Which of the lines below include "roads"? Each one should be copied out.

━━━━━ Input material ━━━━━

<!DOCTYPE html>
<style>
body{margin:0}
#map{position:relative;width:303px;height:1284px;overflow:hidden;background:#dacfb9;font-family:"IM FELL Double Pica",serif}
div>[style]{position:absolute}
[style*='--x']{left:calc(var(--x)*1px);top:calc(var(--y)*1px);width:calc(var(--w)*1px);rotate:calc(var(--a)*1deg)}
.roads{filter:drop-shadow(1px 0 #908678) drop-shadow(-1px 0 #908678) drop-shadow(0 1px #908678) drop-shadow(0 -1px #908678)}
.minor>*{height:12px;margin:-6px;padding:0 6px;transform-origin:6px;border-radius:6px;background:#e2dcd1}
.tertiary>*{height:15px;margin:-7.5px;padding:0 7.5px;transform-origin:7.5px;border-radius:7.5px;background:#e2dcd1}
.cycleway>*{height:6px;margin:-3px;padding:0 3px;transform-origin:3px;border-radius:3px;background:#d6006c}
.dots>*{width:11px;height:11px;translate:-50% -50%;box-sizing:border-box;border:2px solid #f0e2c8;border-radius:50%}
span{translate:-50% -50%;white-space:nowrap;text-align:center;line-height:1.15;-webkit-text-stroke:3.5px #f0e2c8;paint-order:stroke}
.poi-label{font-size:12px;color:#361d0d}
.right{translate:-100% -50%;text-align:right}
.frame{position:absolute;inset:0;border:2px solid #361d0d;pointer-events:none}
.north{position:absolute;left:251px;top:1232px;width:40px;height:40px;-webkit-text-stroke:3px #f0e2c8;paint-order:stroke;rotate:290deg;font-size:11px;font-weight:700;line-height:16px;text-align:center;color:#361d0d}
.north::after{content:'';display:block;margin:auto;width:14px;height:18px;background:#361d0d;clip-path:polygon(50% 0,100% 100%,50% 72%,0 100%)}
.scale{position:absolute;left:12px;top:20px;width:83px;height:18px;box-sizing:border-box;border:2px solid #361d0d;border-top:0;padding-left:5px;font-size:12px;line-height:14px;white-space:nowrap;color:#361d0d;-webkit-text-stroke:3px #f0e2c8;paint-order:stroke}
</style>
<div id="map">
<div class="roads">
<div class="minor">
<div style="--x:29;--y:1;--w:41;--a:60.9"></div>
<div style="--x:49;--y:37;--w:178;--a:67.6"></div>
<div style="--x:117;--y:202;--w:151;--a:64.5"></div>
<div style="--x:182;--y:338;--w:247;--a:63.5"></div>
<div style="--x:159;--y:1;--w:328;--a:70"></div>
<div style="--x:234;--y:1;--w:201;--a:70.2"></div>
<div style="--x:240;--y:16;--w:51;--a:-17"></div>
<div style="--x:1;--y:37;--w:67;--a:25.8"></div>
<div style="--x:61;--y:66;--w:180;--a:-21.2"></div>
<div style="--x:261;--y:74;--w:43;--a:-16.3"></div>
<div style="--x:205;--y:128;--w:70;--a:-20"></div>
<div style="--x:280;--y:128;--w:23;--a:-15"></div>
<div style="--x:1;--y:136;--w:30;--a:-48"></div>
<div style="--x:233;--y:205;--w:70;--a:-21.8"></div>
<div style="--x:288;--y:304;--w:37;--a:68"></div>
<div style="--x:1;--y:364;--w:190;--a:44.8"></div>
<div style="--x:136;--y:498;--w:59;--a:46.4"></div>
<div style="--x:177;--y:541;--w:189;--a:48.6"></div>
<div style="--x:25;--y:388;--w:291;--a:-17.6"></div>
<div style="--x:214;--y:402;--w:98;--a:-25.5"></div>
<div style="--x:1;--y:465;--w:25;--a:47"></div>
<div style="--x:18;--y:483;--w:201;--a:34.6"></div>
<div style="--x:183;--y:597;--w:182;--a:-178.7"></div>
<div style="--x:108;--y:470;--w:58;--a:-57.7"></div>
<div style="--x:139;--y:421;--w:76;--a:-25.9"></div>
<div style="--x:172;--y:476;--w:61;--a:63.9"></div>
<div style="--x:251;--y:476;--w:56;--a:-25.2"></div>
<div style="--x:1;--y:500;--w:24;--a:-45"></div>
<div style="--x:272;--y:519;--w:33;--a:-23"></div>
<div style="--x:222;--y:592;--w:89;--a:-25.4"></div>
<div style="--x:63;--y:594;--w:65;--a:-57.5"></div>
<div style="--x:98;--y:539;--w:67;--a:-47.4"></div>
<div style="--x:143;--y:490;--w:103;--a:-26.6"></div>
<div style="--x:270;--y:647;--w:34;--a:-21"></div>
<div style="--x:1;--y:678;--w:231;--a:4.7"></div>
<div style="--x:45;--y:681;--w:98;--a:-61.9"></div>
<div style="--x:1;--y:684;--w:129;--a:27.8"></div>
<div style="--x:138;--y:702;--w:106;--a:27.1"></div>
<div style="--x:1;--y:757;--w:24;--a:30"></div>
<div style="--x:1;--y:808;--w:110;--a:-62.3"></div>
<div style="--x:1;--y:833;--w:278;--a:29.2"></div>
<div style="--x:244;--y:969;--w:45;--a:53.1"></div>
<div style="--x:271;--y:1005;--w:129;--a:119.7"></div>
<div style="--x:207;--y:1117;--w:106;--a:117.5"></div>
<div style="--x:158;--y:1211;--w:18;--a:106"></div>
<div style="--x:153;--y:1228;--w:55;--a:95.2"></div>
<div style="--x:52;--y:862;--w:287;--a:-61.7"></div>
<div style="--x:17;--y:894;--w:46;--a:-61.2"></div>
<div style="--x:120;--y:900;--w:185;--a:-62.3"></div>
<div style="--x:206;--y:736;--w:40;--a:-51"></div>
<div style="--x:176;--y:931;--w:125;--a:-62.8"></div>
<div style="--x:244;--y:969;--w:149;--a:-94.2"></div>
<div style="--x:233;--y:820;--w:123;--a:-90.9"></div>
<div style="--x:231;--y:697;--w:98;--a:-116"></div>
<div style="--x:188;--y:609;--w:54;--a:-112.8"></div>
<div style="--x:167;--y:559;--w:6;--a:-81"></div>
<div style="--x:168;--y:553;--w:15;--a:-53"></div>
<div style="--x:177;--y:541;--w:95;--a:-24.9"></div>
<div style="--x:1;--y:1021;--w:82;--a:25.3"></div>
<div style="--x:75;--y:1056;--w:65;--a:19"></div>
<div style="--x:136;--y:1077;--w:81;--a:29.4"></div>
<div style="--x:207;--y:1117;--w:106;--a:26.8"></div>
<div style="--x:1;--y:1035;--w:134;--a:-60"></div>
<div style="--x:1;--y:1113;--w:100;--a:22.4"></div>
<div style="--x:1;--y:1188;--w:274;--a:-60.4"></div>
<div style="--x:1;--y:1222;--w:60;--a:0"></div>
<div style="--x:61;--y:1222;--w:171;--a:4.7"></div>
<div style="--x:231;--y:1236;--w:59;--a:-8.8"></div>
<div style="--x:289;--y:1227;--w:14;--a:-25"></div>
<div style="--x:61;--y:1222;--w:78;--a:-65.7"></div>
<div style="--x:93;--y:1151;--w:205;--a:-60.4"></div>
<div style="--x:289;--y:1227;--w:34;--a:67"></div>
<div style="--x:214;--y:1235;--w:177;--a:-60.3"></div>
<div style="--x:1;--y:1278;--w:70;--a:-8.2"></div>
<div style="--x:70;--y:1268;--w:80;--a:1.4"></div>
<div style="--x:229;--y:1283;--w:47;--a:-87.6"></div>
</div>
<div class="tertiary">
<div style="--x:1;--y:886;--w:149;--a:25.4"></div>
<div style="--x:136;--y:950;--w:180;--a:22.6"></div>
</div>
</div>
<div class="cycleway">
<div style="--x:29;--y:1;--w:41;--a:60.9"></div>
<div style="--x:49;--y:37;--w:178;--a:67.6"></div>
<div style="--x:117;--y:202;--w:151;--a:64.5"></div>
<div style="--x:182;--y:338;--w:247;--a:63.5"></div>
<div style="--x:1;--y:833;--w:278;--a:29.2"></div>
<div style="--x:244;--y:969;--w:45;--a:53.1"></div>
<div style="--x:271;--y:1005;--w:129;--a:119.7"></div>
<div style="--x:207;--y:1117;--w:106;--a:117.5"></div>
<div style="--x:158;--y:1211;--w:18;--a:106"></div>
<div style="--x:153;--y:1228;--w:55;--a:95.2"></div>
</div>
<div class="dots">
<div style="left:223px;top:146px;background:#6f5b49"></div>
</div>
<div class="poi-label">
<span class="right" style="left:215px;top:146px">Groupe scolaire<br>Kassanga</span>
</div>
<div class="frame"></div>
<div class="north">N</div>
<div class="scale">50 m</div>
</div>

━━━━━

- Response area -
.roads{filter:drop-shadow(1px 0 #908678) drop-shadow(-1px 0 #908678) drop-shadow(0 1px #908678) drop-shadow(0 -1px #908678)}
<div class="roads">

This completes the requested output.